### Problem requirements
Run through the records and show each line that includes the string "NOVE".

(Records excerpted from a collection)

━━━

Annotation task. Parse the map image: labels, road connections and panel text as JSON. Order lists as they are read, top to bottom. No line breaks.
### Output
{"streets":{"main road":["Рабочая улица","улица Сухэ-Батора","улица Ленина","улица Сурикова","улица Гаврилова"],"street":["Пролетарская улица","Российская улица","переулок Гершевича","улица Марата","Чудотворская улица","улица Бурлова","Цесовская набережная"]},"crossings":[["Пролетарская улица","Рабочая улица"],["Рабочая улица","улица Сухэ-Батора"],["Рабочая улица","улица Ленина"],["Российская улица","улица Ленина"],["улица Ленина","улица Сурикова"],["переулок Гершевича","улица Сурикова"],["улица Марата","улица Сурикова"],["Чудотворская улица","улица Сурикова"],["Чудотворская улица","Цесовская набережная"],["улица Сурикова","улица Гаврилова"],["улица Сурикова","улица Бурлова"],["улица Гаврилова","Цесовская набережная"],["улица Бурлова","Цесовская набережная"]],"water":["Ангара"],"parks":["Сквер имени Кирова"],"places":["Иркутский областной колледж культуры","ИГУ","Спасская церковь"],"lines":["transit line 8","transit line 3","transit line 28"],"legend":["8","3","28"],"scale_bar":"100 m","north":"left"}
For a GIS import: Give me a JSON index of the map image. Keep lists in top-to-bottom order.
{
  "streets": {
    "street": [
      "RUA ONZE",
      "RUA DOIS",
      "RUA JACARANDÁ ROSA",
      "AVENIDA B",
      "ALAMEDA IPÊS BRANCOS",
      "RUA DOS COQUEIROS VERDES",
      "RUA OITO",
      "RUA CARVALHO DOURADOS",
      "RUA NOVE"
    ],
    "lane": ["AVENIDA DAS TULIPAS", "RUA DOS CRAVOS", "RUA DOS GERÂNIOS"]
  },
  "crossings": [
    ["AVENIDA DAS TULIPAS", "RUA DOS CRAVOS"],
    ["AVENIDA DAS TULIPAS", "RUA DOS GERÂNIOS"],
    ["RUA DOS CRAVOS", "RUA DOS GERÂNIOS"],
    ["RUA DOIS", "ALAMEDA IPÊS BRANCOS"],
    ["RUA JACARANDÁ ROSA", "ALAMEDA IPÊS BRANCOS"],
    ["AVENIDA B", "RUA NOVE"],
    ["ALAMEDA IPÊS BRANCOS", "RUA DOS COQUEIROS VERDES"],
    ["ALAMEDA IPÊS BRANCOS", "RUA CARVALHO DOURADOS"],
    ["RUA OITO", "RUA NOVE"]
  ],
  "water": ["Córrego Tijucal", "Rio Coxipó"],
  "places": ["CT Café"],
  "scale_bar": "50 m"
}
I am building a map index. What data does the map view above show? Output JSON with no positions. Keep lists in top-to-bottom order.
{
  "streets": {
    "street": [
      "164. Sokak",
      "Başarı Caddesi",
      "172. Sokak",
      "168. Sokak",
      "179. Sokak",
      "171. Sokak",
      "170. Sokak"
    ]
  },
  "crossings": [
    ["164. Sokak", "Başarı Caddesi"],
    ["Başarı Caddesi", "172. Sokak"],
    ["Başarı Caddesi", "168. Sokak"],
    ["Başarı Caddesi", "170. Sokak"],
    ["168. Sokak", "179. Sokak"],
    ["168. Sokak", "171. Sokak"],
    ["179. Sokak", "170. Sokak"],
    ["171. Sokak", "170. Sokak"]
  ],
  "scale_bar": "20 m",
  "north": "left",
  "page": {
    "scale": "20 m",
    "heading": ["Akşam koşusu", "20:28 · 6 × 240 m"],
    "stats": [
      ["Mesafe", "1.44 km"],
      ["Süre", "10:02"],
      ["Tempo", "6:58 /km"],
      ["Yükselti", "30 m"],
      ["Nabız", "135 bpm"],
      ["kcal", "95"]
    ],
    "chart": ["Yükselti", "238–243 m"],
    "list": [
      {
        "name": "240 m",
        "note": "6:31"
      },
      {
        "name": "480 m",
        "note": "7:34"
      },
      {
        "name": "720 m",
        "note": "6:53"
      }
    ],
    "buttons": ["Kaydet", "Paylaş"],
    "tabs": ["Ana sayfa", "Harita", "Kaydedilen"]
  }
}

━━━

### Answer box
      "RUA NOVE"
    ["AVENIDA B", "RUA NOVE"],
    ["RUA OITO", "RUA NOVE"]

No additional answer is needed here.